» **Exercise directions**: Which lines run from the line with "function stroke(path, color, width, dash)" through the line with "if (halo) ctx.strokeText(text, 0, 0);" in the entries below? Print them exactly, both ends included, and nothing more.

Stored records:
'''

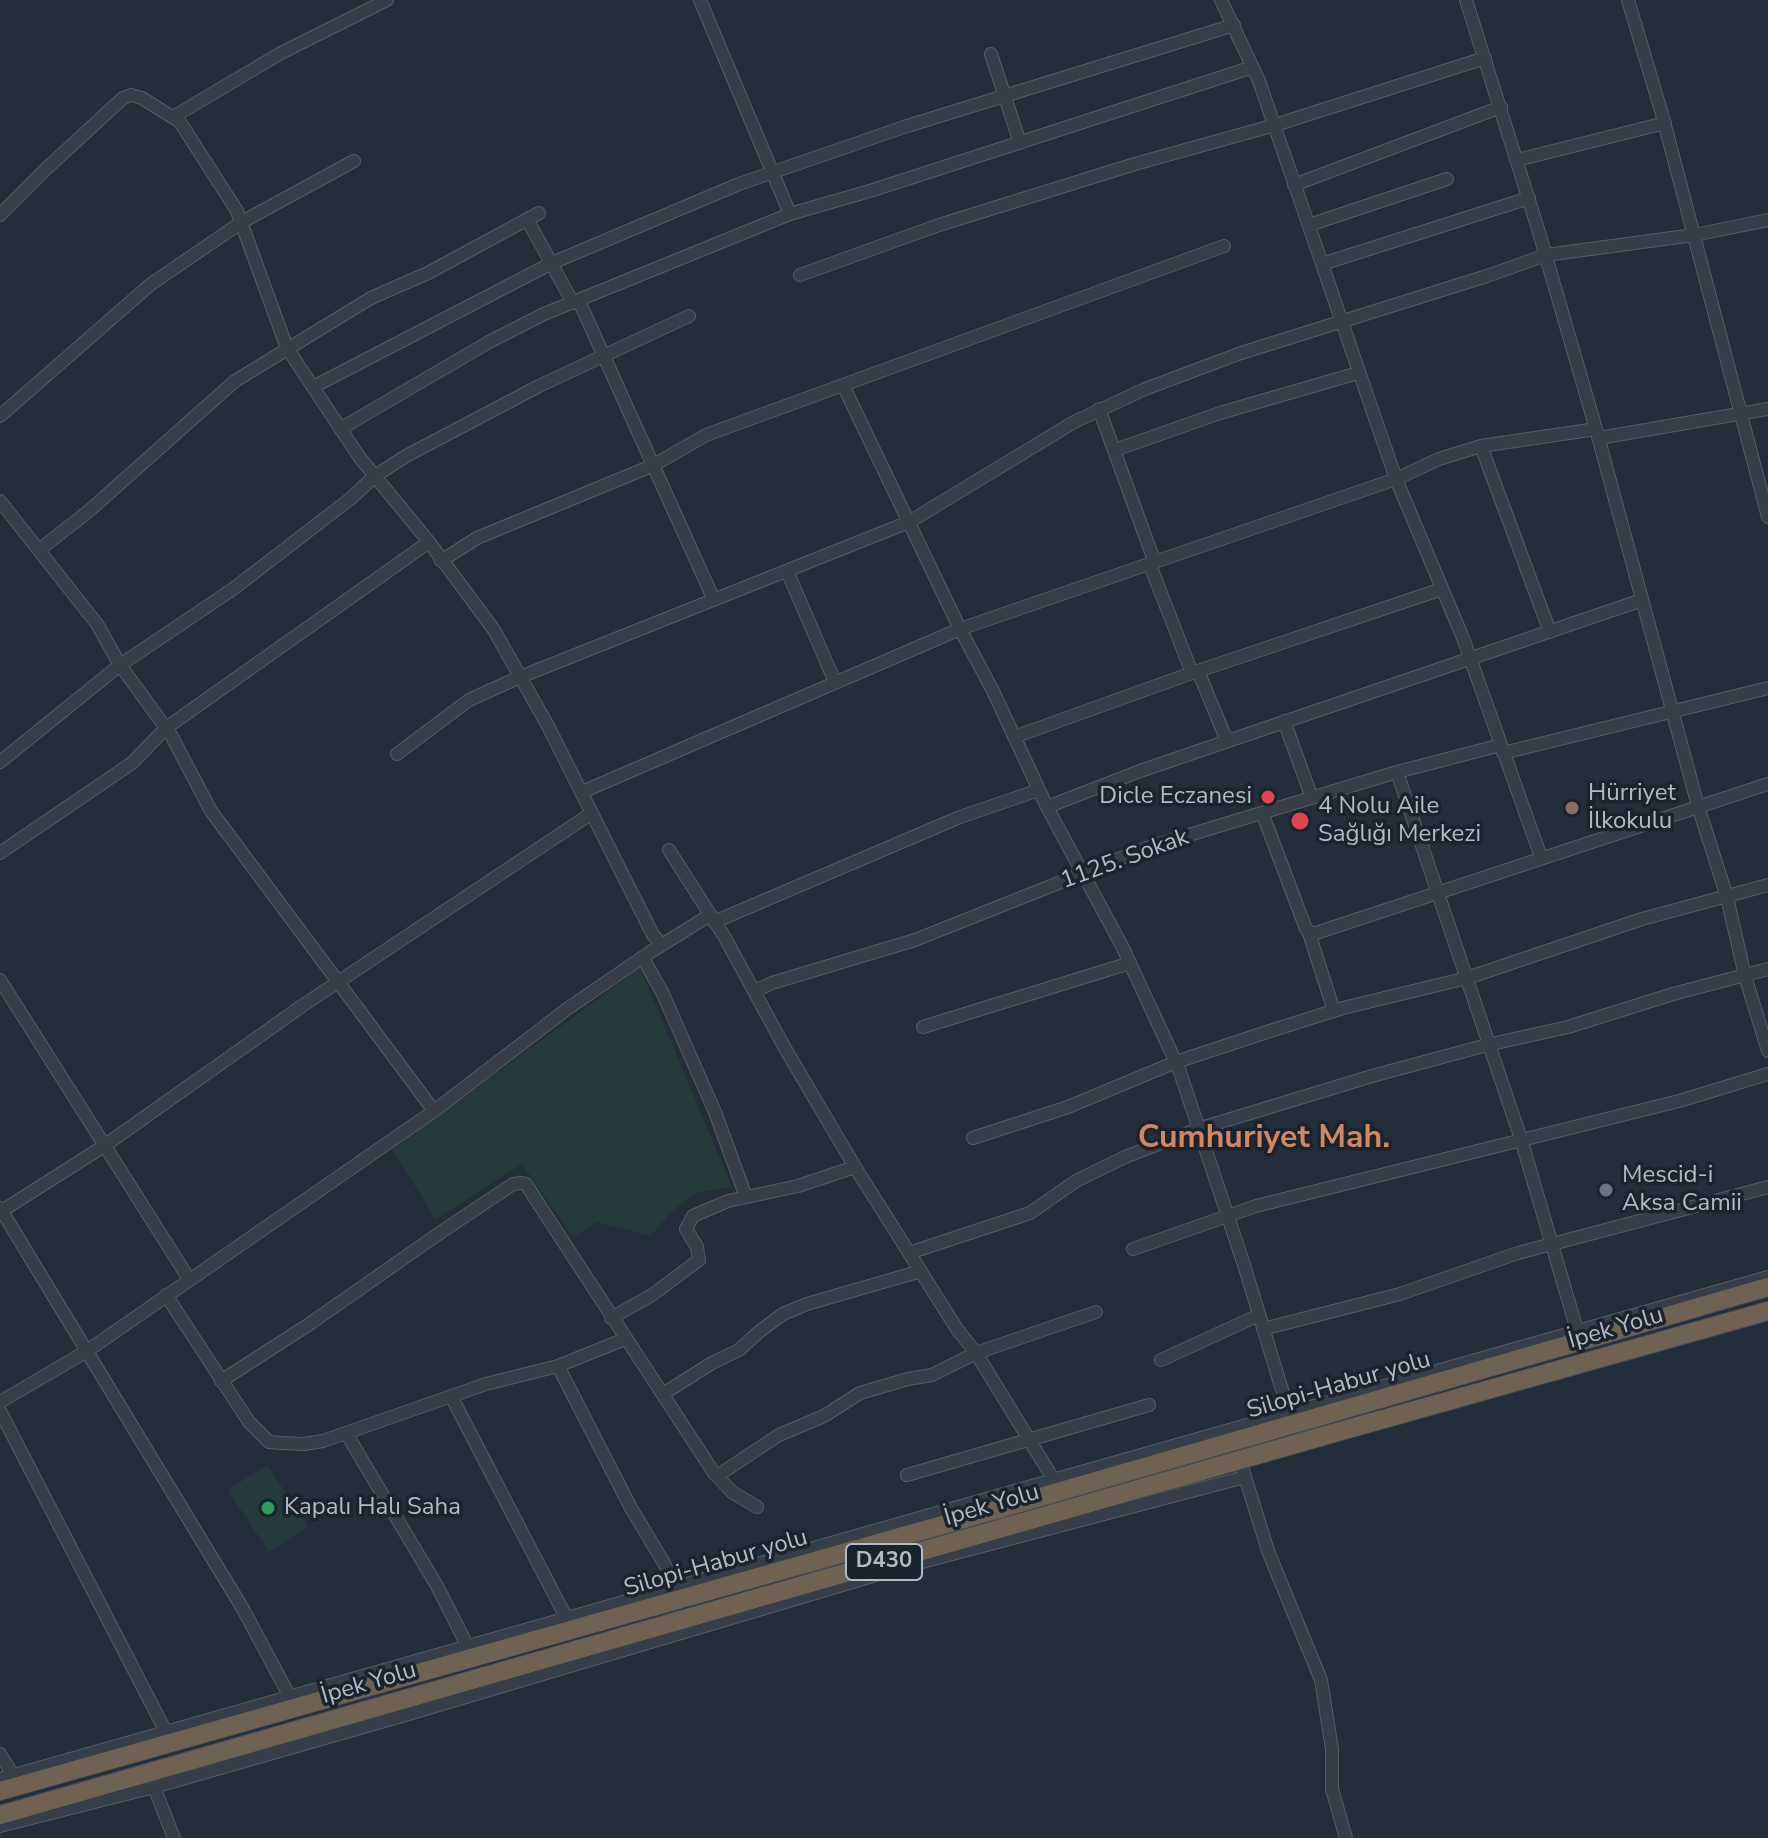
<!DOCTYPE html>
<meta charset="utf-8">
<style>
body{margin:0}
canvas{display:block;background:#222e39}
</style>
<canvas width="1768" height="1838"></canvas>
<script>
const context = document.querySelector('canvas').getContext('2d');
context.lineJoin = 'round';
function fillPath(path, color) {
  context.fillStyle = color;
  context.fill(path, 'evenodd');
}
function toPath(rows) {
  const path = new Path2D();
  for (const r of rows) {
    path.moveTo(r[0], r[1]);
    for (let i = 2; i < r.length; i += 2) path.lineTo(r[i], r[i + 1]);
  }
  return path;
}
function trace(path, color, width, dash) {
  context.strokeStyle = color;
  context.lineWidth = width;
  context.lineCap = dash ? 'butt' : 'round';
  context.setLineDash(dash || []);
  context.stroke(path);
}
function label(font, color, halo, rows, align = 'center') {
  context.font = font + ' "Nunito Sans",sans-serif';
  context.lineWidth = 7;
  context.setLineDash([]);
  context.textBaseline = 'middle';
  context.strokeStyle = halo;
  context.fillStyle = color;
  for (const [text, x, y, turn = 0] of rows) {
    context.save();
    context.translate(x, y);
    context.rotate((+turn || 0) * Math.PI / 180);
    context.textAlign = isNaN(turn) ? turn : align;
    if (halo) context.strokeText(text, 0, 0);
    context.fillText(text, 0, 0);
    context.restore();
  }
}
fillPath(toPath([
 [640,968,732,1187,696,1193,671,1212,651,1236,597,1222,573,1237,522,1164,436,1219,392,1150],
 [267,1465,308,1526,269,1552,228,1490]
]), '#253b3b');
const minor = toPath([
 [700,0,790,214],
 [1221,0,1259,81,1396,479,1463,638,1541,857],
 [1466,0,1538,229,1596,429,1698,806,1727,897,1745,976,1768,1051],
 [1628,0,1662,114,1768,517],
 [991,54,1020,143],
 [173,117,281,53,387,0],
 [1517,160,1665,123],
 [1294,185,1501,107],
 [0,215,46,169,123,98,131,95,142,98,180,122,237,211,287,348,360,458,429,542,494,630,548,726,653,935,662,945],
 [527,219,573,303],
 [1309,225,1447,179],
 [1322,264,1529,198],
 [800,275,939,225,1135,164,1275,125,1485,58],
 [579,301,714,600],
 [843,385,960,629,993,691,1047,807,1122,946,1179,1069,1245,1268,1289,1413],
 [313,387,552,263,739,184,904,127,1234,25],
 [1099,409,1155,563],
 [0,416,151,284,242,222,354,161],
 [340,429,489,342,544,314,790,214,873,190,1253,67],
 [1599,438,1768,409],
 [1481,446,1550,632],
 [1115,450,1220,413,1358,373],
 [0,501,97,624,120,665,171,735,211,811,434,1111],
 [39,550,90,510,235,381,371,298,428,273,539,213],
 [441,561,477,538,654,465,706,435,1224,246],
 [1150,565,1192,673],
 [787,571,835,682],
 [1198,671,1227,741],
 [1284,721,1312,798],
 [1014,737,1192,673,1442,589],
 [1503,753,1768,688],
 [397,754,469,700,520,677,909,522,1074,422,1145,389,1241,353,1487,276,1546,255,1694,235,1768,220],
 [0,762,120,665,233,589,350,499,375,476,406,456,539,386,689,316],
 [1397,772,1521,1139,1577,1330],
 [582,792,960,629,1396,479,1439,459,1481,446,1596,429],
 [1047,807,1140,771,1642,600],
 [1263,815,1306,929,1313,934,1768,784],
 [669,850,724,936,786,1050,855,1167,957,1329,976,1353,1054,1480],
 [0,853,132,763,166,728,429,542],
 [714,922,960,817,1039,790],
 [1309,933,1334,1011],
 [643,958,663,994,715,1112,746,1197],
 [0,980,189,1279],
 [755,991,772,983,915,940,1149,847,1397,772,1501,745],
 [923,1027,1130,963],
 [973,1138,1068,1107,1176,1062,1273,1030,1343,1008,1467,978,1642,919,1768,885],
 [0,1208,243,1609,290,1697],
 [0,1212,104,1146,302,1006,592,813],
 [1133,1249,1256,1206,1679,1101,1768,1074],
 [909,1253,1030,1213,1076,1181,1125,1157,1198,1129,1372,1076,1487,1045,1568,1027,1673,994,1768,969],
 [166,1295,249,1422,269,1442,281,1443,304,1444,323,1441,486,1384,558,1366,625,1339],
 [611,1318,652,1295,699,1260,697,1247,686,1229,693,1216,728,1201,798,1186,855,1167],
 [1263,1329,1400,1294,1518,1253,1768,1187],
 [1161,1360,1259,1315],
 [558,1366,631,1508,677,1585],
 [221,1381,308,1325,444,1230,513,1184,522,1183,526,1184,540,1206,714,1473,732,1492,757,1507],
 [663,1394,712,1363,739,1350,760,1331,783,1314,807,1304,921,1271],
 [451,1396,567,1619],
 [0,1402,87,1351,434,1111,567,1009,649,953,710,915],
 [0,1411,166,1732],
 [346,1433,437,1586,468,1647],
 [1243,1470,1268,1551,1321,1680,1332,1749,1332,1789,1346,1838],
 [907,1475,1149,1405],
 [717,1476,779,1435,824,1416,860,1393,908,1379,932,1375,976,1353,1096,1312],
 [0,1754,13,1775],
 [0,1779,1768,1277],
 [154,1787,174,1838],
 [0,1826,154,1787,402,1716,903,1567,1245,1477]
]);
const highway = toPath([
 [0,1791,1006,1507,1768,1287],
 [0,1815,1334,1433,1768,1311]
]);
trace(minor, '#545d67', 14);
trace(highway, '#414a54', 20);
trace(minor, '#363f49', 12);
trace(highway, '#6f6253', 18);
for (const [x, y, r, color] of [
 [1268,797,8,"#e0444e"],
 [1572,808,8,"#8d6e63"],
 [1300,821,10,"#e0444e"],
 [1606,1190,8,"#6b7280"],
 [268,1508,8,"#2e9e5b"]
]) {
  const dot = new Path2D();
  dot.arc(x, y, r, 0, 2 * Math.PI);
  context.fillStyle = color;
  context.fill(dot);
  trace(dot, '#1b242e', 3);
}
for (const [x, y, w] of [
 [884,1562,76]
]) {
  const box = new Path2D();
  box.roundRect(x - w / 2, y - 18, w, 36, 6);
  context.fillStyle = '#1b242e';
  context.fill(box);
  trace(box, '#b1bac6', 2);
}
label('bold 22px', '#b1bac6', null, [
 ["D430",884,1562]
]);
label('24px', '#b1bac6', '#1b242e', [
 ["Hürriyet",1588,794],
 ["İlkokulu",1588,822],
 ["Dicle Eczanesi",1252,797,"right"],
 ["4 Nolu Aile",1318,807],
 ["Sağlığı Merkezi",1318,835],
 ["Mescid-i",1622,1176],
 ["Aksa Camii",1622,1204],
 ["Kapalı Halı Saha",284,1508]
], 'left');
label('24px', '#b1bac6', '#1b242e', [
 ["1125. Sokak",1125,860,-20],
 ["İpek Yolu",1616,1329,-16],
 ["Silopi-Habur yolu",1339,1386,-16],
 ["İpek Yolu",992,1506,-16],
 ["Silopi-Habur yolu",716,1564,-16],
 ["İpek Yolu",369,1684,-16]
]);
label('bold 32px', '#d18861', '#1b242e', [
 ["Cumhuriyet Mah.",1264,1139]
]);
</script>
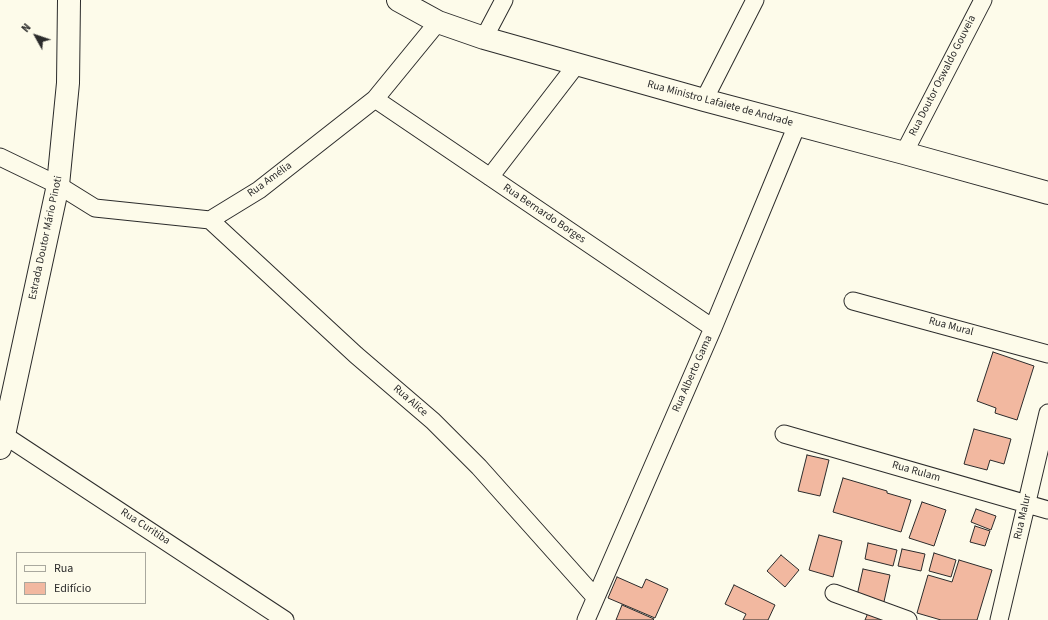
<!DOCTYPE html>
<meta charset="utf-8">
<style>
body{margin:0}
#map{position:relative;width:1048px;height:620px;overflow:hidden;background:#fdfbea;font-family:"Source Sans 3",sans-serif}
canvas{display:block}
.legend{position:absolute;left:16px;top:552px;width:130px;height:52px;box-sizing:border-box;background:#fdfbea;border:1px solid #a9a89e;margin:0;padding:5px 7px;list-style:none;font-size:12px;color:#2b2b2b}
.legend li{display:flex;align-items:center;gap:8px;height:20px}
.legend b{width:20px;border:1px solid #a9a89e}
.north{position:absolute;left:16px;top:16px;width:40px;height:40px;-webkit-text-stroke:3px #fdfbea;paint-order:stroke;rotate:310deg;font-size:11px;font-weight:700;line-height:16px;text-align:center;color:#2b2b2b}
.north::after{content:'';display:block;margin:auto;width:14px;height:18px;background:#2b2b2b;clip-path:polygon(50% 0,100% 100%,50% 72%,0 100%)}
</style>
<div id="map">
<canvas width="1048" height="620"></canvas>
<ul class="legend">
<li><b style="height:5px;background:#fdfbea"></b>Rua</li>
<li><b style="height:11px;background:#f2b8a0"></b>Edifício</li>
</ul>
<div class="north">N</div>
</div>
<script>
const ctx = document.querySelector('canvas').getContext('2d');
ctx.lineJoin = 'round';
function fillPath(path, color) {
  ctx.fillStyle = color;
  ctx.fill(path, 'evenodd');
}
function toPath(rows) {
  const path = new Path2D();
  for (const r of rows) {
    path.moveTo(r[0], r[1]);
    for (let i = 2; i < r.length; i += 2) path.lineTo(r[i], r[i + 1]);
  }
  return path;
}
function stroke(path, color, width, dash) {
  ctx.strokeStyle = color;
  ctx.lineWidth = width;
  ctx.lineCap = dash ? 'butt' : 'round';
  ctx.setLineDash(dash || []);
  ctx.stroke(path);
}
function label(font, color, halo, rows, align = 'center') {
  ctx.font = font + ' "Source Sans 3",sans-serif';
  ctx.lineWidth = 3;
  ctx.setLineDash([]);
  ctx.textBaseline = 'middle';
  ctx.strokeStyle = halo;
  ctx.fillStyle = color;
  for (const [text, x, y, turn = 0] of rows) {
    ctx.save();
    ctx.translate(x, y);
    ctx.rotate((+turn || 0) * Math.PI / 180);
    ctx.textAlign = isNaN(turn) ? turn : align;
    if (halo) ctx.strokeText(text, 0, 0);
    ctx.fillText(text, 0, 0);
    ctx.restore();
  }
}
const building = toPath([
 [993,352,1034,366,1017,420,995,413,996,408,977,401,993,352],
 [974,429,1011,439,1004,464,990,460,987,470,964,464,974,429],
 [807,455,829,460,820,496,798,491,807,455],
 [843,478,887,491,887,493,911,500,901,532,833,512,843,478],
 [922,502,946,510,934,546,909,538,922,502],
 [976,509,996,516,991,530,971,522,976,509],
 [975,526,990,531,985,546,970,542,975,526],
 [819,535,842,541,833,577,809,570,819,535],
 [868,543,897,550,893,566,865,559,868,543],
 [902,549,925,554,921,571,898,566,902,549],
 [934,553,956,560,951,577,929,571,934,553],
 [781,555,799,570,785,587,767,571,781,555],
 [959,560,992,570,977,620,941,620,917,613,928,575,952,582,959,560],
 [863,569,890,575,883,606,856,600,863,569],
 [617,577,642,588,646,579,668,589,655,618,608,598,617,577],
 [734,585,775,605,768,620,743,620,746,614,725,604,734,585],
 [622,605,654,619,653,620,616,620,622,605],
 [870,608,898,620,865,620,870,608]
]);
fillPath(building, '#f2b8a0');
stroke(building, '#2b2b2b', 1);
const minor = toPath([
 [484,38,504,0],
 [375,99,713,328],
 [704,100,755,0],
 [904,153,983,0],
 [0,157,58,185,95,208,210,220,259,190,375,99,438,22],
 [490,177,577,64],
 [210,220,356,355,433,421,479,467,595,597],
 [853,301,1048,354],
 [784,434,1048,510],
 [4,435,285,620],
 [834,593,908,620],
 [586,620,713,328,797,125],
 [999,620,1048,413]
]);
const tertiary = toPath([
 [398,0,438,22,484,38,704,100,904,153,1048,193],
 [0,448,4,435,58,185,68,83,69,0]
]);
stroke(minor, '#2b2b2b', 19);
stroke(tertiary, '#2b2b2b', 24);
stroke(minor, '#fdfbea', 17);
stroke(tertiary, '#fdfbea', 22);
label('11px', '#2b2b2b', '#fdfbea', [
 ["Rua Doutor Oswaldo Gouveia",943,76,-63],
 ["Rua Ministro Lafaiete de Andrade",720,104,15],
 ["Rua Amélia",270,180,-36],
 ["Rua Bernardo Borges",544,214,34],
 ["Estrada Doutor Mário Pinoti",46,238,-78],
 ["Rua Mural",951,327,15],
 ["Rua Alberto Gama",693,374,-66],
 ["Rua Alice",410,401,41],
 ["Rua Rulam",916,472,16],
 ["Rua Malur",1023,517,-77],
 ["Rua Curitiba",145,527,33]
]);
</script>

'''

» **Response to this exercise**:
function stroke(path, color, width, dash) {
  ctx.strokeStyle = color;
  ctx.lineWidth = width;
  ctx.lineCap = dash ? 'butt' : 'round';
  ctx.setLineDash(dash || []);
  ctx.stroke(path);
}
function label(font, color, halo, rows, align = 'center') {
  ctx.font = font + ' "Source Sans 3",sans-serif';
  ctx.lineWidth = 3;
  ctx.setLineDash([]);
  ctx.textBaseline = 'middle';
  ctx.strokeStyle = halo;
  ctx.fillStyle = color;
  for (const [text, x, y, turn = 0] of rows) {
    ctx.save();
    ctx.translate(x, y);
    ctx.rotate((+turn || 0) * Math.PI / 180);
    ctx.textAlign = isNaN(turn) ? turn : align;
    if (halo) ctx.strokeText(text, 0, 0);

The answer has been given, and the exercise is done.